Rock bass are named rock bass because they tend to live near rock piles or rocky bottoms of lakes. They can also live near the shore line in shallow water under docks, fallen trees, and any other sub-merged structures in the lake. These fish can be found in the greater part of Quebec, surrounding all of the Great Lakes in Ontario, and in southern Manitoba and Saskatchewan. Lake Superior is probably the northern most location they can be found.

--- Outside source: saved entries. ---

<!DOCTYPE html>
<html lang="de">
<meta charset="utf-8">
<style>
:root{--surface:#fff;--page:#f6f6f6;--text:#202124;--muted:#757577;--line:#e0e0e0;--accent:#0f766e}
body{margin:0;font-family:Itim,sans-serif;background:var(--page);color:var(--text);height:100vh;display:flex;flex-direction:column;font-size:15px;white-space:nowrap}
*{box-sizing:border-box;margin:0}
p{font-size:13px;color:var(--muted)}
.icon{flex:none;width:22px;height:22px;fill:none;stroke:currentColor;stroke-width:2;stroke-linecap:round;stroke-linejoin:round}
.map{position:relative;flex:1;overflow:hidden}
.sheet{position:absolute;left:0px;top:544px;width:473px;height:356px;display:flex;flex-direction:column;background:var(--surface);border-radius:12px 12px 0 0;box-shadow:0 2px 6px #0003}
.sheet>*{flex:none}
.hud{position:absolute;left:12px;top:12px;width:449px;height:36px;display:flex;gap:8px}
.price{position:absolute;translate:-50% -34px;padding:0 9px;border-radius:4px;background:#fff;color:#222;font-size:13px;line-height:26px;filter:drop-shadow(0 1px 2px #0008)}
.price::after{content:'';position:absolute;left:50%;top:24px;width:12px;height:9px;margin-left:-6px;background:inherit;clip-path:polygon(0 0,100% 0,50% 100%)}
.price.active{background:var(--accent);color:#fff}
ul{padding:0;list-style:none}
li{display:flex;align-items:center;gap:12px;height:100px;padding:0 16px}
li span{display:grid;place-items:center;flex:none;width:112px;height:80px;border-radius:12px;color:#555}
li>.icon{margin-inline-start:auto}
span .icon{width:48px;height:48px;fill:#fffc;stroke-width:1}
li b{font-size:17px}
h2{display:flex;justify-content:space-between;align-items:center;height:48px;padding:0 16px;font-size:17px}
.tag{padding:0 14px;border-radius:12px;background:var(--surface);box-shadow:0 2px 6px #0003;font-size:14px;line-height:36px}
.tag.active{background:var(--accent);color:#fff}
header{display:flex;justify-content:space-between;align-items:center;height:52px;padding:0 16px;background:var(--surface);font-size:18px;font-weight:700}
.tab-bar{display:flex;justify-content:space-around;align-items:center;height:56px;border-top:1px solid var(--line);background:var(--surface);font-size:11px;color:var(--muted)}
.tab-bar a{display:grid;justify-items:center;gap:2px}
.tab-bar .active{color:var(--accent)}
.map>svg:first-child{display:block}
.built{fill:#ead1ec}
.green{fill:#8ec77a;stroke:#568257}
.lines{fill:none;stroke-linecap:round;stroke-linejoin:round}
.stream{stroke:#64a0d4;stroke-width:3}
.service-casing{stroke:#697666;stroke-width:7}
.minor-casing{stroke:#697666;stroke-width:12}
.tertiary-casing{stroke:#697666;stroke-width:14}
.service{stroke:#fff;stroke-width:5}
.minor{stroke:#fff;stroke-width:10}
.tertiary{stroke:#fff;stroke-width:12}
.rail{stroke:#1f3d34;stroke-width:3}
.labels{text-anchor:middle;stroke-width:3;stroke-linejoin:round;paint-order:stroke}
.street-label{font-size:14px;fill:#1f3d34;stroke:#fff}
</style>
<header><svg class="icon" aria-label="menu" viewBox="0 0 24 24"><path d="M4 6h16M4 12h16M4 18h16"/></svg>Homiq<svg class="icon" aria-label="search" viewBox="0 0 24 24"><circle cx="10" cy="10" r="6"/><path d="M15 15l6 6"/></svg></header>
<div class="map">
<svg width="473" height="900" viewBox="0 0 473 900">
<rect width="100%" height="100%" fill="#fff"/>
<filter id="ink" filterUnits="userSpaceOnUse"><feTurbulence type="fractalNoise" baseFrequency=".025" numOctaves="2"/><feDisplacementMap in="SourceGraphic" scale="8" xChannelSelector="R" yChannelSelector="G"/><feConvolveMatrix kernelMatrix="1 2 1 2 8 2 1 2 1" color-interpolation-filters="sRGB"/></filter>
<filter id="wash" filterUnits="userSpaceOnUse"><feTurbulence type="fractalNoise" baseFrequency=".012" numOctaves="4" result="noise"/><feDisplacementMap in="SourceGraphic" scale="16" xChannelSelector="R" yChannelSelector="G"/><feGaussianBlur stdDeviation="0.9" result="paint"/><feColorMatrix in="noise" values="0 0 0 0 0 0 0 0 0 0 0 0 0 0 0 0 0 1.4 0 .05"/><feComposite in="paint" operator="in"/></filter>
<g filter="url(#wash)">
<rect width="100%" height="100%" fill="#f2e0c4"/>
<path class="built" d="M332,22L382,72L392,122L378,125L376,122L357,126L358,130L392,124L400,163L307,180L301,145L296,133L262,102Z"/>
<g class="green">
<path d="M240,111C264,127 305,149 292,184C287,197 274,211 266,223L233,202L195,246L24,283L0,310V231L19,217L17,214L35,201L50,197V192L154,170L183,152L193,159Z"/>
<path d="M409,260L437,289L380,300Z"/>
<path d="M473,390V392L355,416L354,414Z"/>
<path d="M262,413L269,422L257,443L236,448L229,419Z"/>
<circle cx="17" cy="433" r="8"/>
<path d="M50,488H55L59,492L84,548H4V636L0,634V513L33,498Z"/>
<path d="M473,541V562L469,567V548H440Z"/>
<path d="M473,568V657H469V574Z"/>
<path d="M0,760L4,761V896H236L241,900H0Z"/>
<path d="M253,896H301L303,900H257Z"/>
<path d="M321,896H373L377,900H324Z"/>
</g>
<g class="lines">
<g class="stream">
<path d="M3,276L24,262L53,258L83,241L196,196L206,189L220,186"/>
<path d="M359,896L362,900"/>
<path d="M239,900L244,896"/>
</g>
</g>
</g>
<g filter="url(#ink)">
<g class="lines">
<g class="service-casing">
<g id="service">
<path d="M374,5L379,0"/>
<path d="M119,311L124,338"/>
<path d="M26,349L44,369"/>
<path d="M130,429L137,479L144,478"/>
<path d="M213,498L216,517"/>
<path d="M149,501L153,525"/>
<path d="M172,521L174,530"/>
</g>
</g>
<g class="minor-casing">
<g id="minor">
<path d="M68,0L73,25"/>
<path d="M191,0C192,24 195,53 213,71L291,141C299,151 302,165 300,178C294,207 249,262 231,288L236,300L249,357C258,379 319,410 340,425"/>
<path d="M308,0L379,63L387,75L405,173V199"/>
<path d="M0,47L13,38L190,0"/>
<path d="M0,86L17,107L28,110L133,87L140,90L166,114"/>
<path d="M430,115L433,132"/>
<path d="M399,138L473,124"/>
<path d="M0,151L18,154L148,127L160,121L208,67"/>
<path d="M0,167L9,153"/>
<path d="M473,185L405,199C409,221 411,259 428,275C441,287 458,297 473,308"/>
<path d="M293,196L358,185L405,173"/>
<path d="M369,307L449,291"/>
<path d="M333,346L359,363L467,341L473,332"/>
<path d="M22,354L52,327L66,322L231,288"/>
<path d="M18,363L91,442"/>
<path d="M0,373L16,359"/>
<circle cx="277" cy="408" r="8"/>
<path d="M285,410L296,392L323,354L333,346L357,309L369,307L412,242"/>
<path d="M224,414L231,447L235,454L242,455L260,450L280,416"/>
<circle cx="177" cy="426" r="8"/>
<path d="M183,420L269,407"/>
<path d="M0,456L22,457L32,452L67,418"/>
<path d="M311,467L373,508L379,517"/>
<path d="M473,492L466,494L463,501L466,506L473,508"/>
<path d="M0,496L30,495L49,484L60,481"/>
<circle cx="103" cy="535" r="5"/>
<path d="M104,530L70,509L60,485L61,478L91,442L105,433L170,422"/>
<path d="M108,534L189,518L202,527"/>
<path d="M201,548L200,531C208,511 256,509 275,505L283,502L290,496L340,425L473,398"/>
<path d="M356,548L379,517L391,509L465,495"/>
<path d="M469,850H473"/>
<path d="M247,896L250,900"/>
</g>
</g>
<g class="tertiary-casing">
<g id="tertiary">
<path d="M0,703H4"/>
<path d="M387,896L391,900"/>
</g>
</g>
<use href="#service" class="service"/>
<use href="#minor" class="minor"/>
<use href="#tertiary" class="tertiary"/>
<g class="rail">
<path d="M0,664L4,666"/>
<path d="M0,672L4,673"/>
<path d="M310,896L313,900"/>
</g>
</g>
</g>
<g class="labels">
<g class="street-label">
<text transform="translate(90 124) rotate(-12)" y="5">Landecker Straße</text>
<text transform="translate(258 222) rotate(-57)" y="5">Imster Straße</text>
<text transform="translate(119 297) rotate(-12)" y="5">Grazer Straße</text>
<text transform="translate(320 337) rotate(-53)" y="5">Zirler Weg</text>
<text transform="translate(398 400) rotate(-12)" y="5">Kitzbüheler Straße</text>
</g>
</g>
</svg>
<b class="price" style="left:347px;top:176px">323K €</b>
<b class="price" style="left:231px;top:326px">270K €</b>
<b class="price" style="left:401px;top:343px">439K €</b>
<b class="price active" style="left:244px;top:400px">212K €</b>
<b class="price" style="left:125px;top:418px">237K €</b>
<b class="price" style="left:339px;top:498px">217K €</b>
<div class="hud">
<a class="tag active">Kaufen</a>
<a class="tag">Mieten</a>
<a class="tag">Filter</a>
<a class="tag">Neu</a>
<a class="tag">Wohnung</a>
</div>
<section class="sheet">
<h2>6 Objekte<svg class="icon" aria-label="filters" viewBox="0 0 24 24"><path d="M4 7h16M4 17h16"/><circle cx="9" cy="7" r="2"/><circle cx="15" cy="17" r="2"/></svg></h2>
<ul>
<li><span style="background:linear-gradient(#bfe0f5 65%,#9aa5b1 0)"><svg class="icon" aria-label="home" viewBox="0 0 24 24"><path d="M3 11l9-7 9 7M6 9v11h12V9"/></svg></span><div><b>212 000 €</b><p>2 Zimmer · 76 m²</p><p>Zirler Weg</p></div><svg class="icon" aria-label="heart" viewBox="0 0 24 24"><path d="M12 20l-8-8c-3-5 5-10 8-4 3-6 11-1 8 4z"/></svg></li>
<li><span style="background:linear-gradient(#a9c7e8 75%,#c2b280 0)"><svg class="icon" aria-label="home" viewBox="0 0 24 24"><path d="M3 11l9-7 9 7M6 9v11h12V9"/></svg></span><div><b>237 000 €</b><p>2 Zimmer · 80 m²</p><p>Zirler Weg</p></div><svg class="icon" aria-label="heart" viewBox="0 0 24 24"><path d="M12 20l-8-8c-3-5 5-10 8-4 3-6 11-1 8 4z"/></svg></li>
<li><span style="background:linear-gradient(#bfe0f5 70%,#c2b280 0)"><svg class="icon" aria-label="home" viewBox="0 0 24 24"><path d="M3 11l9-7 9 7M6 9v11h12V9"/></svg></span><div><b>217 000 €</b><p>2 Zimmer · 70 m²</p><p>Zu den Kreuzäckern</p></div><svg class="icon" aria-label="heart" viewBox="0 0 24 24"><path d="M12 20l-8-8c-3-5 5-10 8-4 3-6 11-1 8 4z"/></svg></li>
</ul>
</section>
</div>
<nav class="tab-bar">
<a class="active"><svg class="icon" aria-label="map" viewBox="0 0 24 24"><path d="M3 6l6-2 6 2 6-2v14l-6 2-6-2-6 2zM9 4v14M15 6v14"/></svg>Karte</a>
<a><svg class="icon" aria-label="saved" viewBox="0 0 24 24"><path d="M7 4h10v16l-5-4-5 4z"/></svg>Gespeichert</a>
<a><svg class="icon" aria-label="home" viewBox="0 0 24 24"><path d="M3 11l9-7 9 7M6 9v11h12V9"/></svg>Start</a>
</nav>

Rock bass eat small aquatic creatures such as crayfish, worms, and insects. They will feed at just about any time of day that is why they are so easy to catch. In some cases, they have been known to eat their own offspring but that is only if they aren’t in a healthy environment where there isn’t enough food for them and they become desperate. Overall, rock bass aren’t very selective when it comes to eating.
These fish spawn between the spring and the start of summer when the water temperature is about 15 degrees Celsius. The male makes a nest the same way pumpkinseed do, they fan with their fins to make a flat and smooth surface in the sandy bottom of a lake in shallow water for the female to lay her eggs in. The female usually generates between 3000 and 5000 eggs depending on her size. After the eggs hatch, the male guards the offspring until they are not as dependant on him. In the first year, the fish grows about two inches, and are usually close to full size by the end of the third year.
These fish aren’t a very targeted species much like pumpkinseed sunfish since they are small. They do give more of a fight than sunfish since they are a bit more robust. Many anglers, especially young ones, enjoy catching these fish because of their renowned fighting capabilities for their small size. They will bite just about any lure you put in front of them so they are one of the easier fish to catch.